Taiwan Personal Income Tax
Detailed personal income tax rates and rules for Taiwan in 2026.
Taiwan's individual income tax applies progressive rates from 5% to 40% across five brackets. Residents are taxed on worldwide income while non-residents are taxed at a flat 18% on wages and 21% on other income for stays under 183 days. A standard deduction of TWD 131,000 for single filers or TWD 262,000 for married couples is available, along with personal exemptions of TWD 97,000 per person and various special deductions for salaries, disabilities, education, and childcare.
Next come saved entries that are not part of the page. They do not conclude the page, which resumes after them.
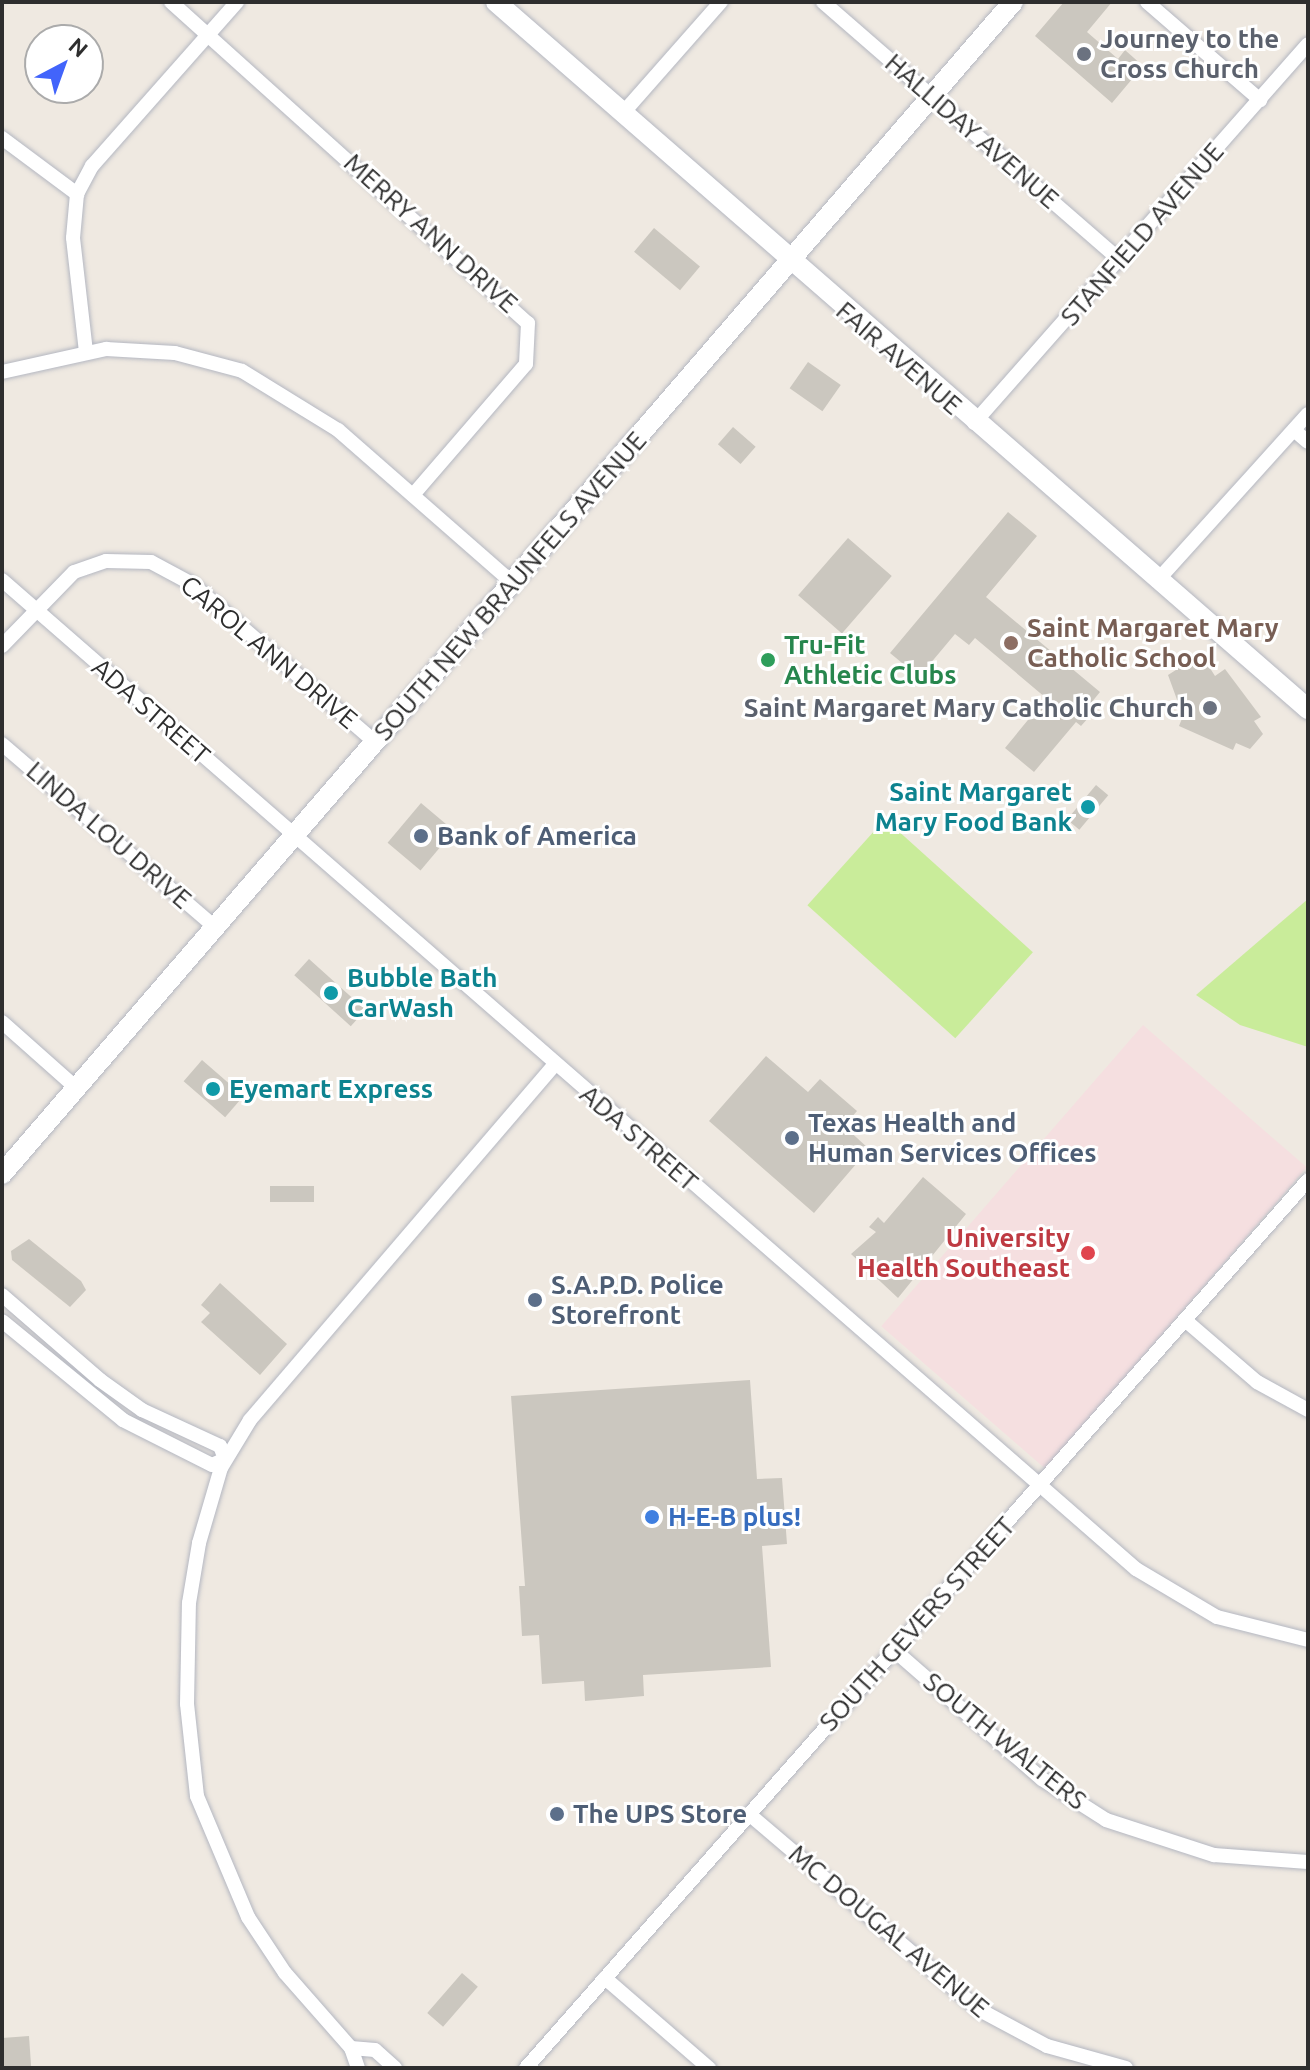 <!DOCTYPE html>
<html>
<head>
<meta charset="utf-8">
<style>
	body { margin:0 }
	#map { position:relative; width:1310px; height:2070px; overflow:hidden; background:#efe9e1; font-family:Ubuntu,sans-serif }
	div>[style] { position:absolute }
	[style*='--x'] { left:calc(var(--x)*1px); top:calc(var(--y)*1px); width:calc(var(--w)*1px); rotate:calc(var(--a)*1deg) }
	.medical>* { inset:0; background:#f5dfe0; transform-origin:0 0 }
	.pitch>* { inset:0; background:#c9ec9a; transform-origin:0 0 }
	.building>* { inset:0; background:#cbc7bf; transform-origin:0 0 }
	.roads { filter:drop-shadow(0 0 2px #b4b7c1) drop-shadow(0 0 2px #b4b7c1) }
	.street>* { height:14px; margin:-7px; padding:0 7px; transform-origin:7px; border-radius:7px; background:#fff }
	.secondary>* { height:20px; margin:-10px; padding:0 10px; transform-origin:10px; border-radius:10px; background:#fff }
	.dots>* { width:22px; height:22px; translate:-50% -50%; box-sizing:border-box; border:4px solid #fff; border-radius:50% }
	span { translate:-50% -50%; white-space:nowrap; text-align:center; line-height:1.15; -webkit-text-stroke:6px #fff; paint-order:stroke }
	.worship-label { font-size:26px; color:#5b616d; font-weight:700 }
	.left { translate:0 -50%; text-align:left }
	.right { translate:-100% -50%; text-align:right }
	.street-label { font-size:26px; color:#2e2e2e }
	.education-label { font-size:26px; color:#785e54; font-weight:700 }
	.leisure-label { font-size:26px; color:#27864d; font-weight:700 }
	.culture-label { font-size:26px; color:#0d838f; font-weight:700 }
	.service-label { font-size:26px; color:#4e5e75; font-weight:700 }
	.health-label { font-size:26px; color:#be3a42; font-weight:700 }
	.shop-label { font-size:26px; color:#366cbe; font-weight:700 }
	.frame { position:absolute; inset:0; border:4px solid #2e2e2e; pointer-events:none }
	.north { position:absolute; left:24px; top:24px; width:80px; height:80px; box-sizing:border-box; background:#fff; border:2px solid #ababab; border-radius:50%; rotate:41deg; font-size:22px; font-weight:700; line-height:32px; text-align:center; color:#2e2e2e }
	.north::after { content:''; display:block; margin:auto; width:28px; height:36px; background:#4264fb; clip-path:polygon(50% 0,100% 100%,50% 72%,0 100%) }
</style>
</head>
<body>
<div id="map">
	<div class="medical">
		<i style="left:1143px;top:1025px;width:217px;height:399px;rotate:41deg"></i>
	</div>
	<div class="pitch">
		<i style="left:885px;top:819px;width:199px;height:116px;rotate:42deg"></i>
		<i style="clip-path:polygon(1308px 899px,1308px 1047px,1240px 1025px,1196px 995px)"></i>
	</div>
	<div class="building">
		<i style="clip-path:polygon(1064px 2px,1112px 2px,1087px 32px,1118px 59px,1125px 50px,1143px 66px,1112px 103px,1035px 36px)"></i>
		<i style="left:654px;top:228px;width:60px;height:31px;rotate:40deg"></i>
		<i style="left:808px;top:362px;width:40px;height:32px;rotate:35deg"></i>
		<i style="left:733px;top:427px;width:30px;height:23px;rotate:41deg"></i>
		<i style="clip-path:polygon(1008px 512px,1037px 536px,986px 597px,1100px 692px,1091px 703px,1097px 708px,1081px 726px,1076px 722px,1034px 772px,1005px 748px,1046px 698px,975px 638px,969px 645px,955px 634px,919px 677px,890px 653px)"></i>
		<i style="left:848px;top:538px;width:58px;height:76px;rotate:41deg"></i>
		<i style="clip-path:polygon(1201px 654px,1215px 676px,1225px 669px,1261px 717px,1254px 721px,1263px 734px,1250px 749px,1236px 743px,1233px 750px,1179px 726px,1183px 716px,1168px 675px)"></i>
		<i style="left:1096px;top:785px;width:16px;height:45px;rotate:40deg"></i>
		<i style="left:421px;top:803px;width:43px;height:52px;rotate:40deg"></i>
		<i style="left:309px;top:959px;width:76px;height:22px;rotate:42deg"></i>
		<i style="clip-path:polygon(766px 1056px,808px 1092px,820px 1079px,857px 1111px,844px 1126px,869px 1149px,814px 1213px,709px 1121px)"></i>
		<i style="left:202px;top:1060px;width:55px;height:28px;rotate:41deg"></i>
		<i style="clip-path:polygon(923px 1177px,966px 1214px,898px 1298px,851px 1254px,876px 1232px,869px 1227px,878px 1217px,884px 1223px)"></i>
		<i style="left:314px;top:1186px;width:16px;height:44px;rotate:90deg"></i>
		<i style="clip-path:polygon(29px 1239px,81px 1281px,86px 1290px,70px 1307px,12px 1260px,11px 1251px)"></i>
		<i style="clip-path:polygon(220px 1283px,287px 1344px,260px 1375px,201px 1322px,210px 1313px,201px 1305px)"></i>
		<i style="clip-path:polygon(750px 1380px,757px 1479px,782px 1478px,787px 1544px,762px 1546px,771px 1667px,643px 1675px,644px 1696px,585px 1701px,584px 1681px,542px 1684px,539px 1635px,522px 1636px,519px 1586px,525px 1586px,511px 1396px)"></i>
		<i style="left:462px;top:1973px;width:21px;height:53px;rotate:41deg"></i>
		<i style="left:29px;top:2036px;width:32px;height:27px;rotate:86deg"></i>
	</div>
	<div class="roads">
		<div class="street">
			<i style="--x:171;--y:2;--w:480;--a:42"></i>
			<i style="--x:528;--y:323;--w:41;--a:92.8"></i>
			<i style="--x:526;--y:364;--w:173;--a:130.8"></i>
			<i style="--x:823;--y:2;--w:395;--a:41"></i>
			<i style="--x:1147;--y:2;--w:150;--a:40.9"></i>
			<i style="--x:623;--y:113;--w:148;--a:-48.6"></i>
			<i style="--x:2;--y:138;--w:94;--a:36.7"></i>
			<i style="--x:86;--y:352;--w:115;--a:-96.5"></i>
			<i style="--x:73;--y:238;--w:44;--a:-84.8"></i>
			<i style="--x:77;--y:194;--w:32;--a:-62"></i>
			<i style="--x:92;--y:166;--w:219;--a:-48.5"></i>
			<i style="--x:2;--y:372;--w:107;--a:-12.5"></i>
			<i style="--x:106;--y:349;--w:69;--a:3.3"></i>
			<i style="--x:175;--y:353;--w:69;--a:15"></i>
			<i style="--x:242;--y:371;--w:113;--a:31.6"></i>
			<i style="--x:338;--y:430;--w:234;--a:41.2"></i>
			<i style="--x:974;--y:423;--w:505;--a:-48.61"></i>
			<i style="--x:1294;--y:430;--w:18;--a:41"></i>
			<i style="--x:2;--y:580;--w:1505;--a:41.09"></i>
			<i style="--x:1136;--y:1569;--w:94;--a:30.7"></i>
			<i style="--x:1217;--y:1617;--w:94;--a:14.2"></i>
			<i style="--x:1157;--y:581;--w:225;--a:-47.9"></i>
			<i style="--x:2;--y:646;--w:103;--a:-45.8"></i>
			<i style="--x:74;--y:572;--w:34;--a:-19"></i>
			<i style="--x:106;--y:561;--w:45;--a:1.3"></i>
			<i style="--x:151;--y:562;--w:47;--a:28.2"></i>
			<i style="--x:192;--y:584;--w:243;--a:40.8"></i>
			<i style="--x:2;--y:744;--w:281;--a:40.7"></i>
			<i style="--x:2;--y:1022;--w:96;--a:41.6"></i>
			<i style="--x:2;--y:1295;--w:130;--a:40.9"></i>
			<i style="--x:100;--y:1380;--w:52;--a:35.5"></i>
			<i style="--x:142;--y:1410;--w:86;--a:24.8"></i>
			<i style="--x:220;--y:1446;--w:14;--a:69"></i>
			<i style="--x:225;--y:1459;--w:14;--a:155"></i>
			<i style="--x:212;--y:1465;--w:100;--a:-153.2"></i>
			<i style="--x:123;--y:1420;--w:156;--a:-140.7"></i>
			<i style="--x:1185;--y:1320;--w:95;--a:40.7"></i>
			<i style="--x:1257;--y:1382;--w:58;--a:28.8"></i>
			<i style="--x:894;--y:1650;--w:196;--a:41.1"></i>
			<i style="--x:1042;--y:1779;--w:76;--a:32.6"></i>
			<i style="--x:1106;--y:1820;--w:114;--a:18"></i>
			<i style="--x:1214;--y:1855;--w:94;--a:4.3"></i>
			<i style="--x:749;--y:1814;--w:301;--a:40.4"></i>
			<i style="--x:978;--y:2009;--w:78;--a:28.2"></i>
			<i style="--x:1047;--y:2046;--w:82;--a:15.6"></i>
			<i style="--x:605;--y:1978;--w:138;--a:40.9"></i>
			<i style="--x:351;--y:2048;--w:24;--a:5"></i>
			<i style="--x:375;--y:2050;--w:27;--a:42"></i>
			<i style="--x:358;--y:2068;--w:21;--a:-109"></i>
			<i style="--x:351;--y:2048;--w:100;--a:-131.3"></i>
			<i style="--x:285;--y:1973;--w:67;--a:-123.5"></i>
			<i style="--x:248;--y:1917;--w:131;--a:-112.9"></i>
			<i style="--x:197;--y:1796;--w:93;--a:-96.2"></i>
			<i style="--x:187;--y:1704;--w:101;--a:-88.9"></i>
			<i style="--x:189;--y:1603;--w:61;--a:-80.5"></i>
			<i style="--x:199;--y:1543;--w:78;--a:-73.7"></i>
			<i style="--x:221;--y:1468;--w:56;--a:-58.9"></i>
			<i style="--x:250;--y:1420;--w:469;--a:-49.4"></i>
			<i style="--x:526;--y:2068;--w:1183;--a:-48.63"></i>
		</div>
		<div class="secondary">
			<i style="--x:496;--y:2;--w:1077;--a:41.05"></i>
			<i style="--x:2;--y:1174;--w:1548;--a:-49.22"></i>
		</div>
	</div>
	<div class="dots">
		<i style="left:1084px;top:54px;background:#6b7280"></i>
		<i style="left:1011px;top:643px;background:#8d6e63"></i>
		<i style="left:768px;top:660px;background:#2e9e5b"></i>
		<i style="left:1210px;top:708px;background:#6b7280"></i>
		<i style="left:1088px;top:807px;background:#0f9aa8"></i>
		<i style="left:421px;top:836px;background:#5c6f8a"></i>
		<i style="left:331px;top:993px;background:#0f9aa8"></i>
		<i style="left:213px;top:1089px;background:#0f9aa8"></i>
		<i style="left:792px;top:1138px;background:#5c6f8a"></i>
		<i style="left:1088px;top:1253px;background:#e0444e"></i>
		<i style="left:535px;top:1300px;background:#5c6f8a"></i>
		<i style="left:652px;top:1517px;background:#3f7fe0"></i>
		<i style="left:557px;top:1814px;background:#5c6f8a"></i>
	</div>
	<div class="worship-label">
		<span class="left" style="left:1100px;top:54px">Journey to the<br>Cross Church</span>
		<span class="right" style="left:1194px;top:708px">Saint Margaret Mary Catholic Church</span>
	</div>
	<div class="street-label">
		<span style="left:972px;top:131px;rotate:41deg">HALLIDAY AVENUE</span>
		<span style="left:431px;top:233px;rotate:42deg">MERRY ANN DRIVE</span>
		<span style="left:1142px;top:234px;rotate:-49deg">STANFIELD AVENUE</span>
		<span style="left:899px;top:358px;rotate:41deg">FAIR AVENUE</span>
		<span style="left:510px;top:586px;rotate:-49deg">SOUTH NEW BRAUNFELS AVENUE</span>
		<span style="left:269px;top:652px;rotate:40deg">CAROL ANN DRIVE</span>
		<span style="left:151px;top:711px;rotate:41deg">ADA STREET</span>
		<span style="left:109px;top:835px;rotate:41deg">LINDA LOU DRIVE</span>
		<span style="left:639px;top:1138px;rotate:41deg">ADA STREET</span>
		<span style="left:917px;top:1624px;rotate:-48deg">SOUTH GEVERS STREET</span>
		<span style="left:1005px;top:1741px;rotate:39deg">SOUTH WALTERS</span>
		<span style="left:889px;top:1931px;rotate:40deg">MC DOUGAL AVENUE</span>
	</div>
	<div class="education-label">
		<span class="left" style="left:1027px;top:643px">Saint Margaret Mary<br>Catholic School</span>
	</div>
	<div class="leisure-label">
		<span class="left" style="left:784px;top:660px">Tru-Fit<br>Athletic Clubs</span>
	</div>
	<div class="culture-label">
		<span class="right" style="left:1072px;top:807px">Saint Margaret<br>Mary Food Bank</span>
		<span class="left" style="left:347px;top:993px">Bubble Bath<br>CarWash</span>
		<span class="left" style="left:229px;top:1089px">Eyemart Express</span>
	</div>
	<div class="service-label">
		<span class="left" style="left:437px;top:836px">Bank of America</span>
		<span class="left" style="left:808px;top:1138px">Texas Health and<br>Human Services Offices</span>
		<span class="left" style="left:551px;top:1300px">S.A.P.D. Police<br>Storefront</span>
		<span class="left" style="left:573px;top:1814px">The UPS Store</span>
	</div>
	<div class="health-label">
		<span class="right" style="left:1070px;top:1253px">University<br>Health Southeast</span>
	</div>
	<div class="shop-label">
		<span class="left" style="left:668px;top:1517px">H-E-B plus!</span>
	</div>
	<div class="frame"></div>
	<div class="north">N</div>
</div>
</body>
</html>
| Income Range (TWD) | Tax Rate |
|---|---|
| NT$0 – NT$560K | 5% |
| NT$560K – NT$1.3M | 12% |
| NT$1.3M – NT$2.5M | 20% |
| NT$2.5M – NT$4.7M | 30% |
| NT$4.7M+ | 40% |
Filing Deadline
May 31
Residency Rule
Individuals present in Taiwan for 183 days or more in a tax year are considered tax residents. Residents are taxed on worldwide income. Non-residents staying fewer than 183 days are taxed only on Taiwan-sourced income at flat rates of 18% (wages) or 21% (other income).
Additional Notes
Taiwan's tax system includes an alternative minimum tax (AMT/Basic Tax) at 20% for individuals with specific tax-exempt income exceeding TWD 7.5 million. The AMT ensures high-income earners who benefit from tax preferences still pay a minimum level of tax.
How Taiwan Income Tax compares
Taiwan’s top personal income tax rate of 40% is the 33rd highest of 203 countries TaxAtlas tracks, above the global average of 27.7% and Asia’s regional average of 22.2%.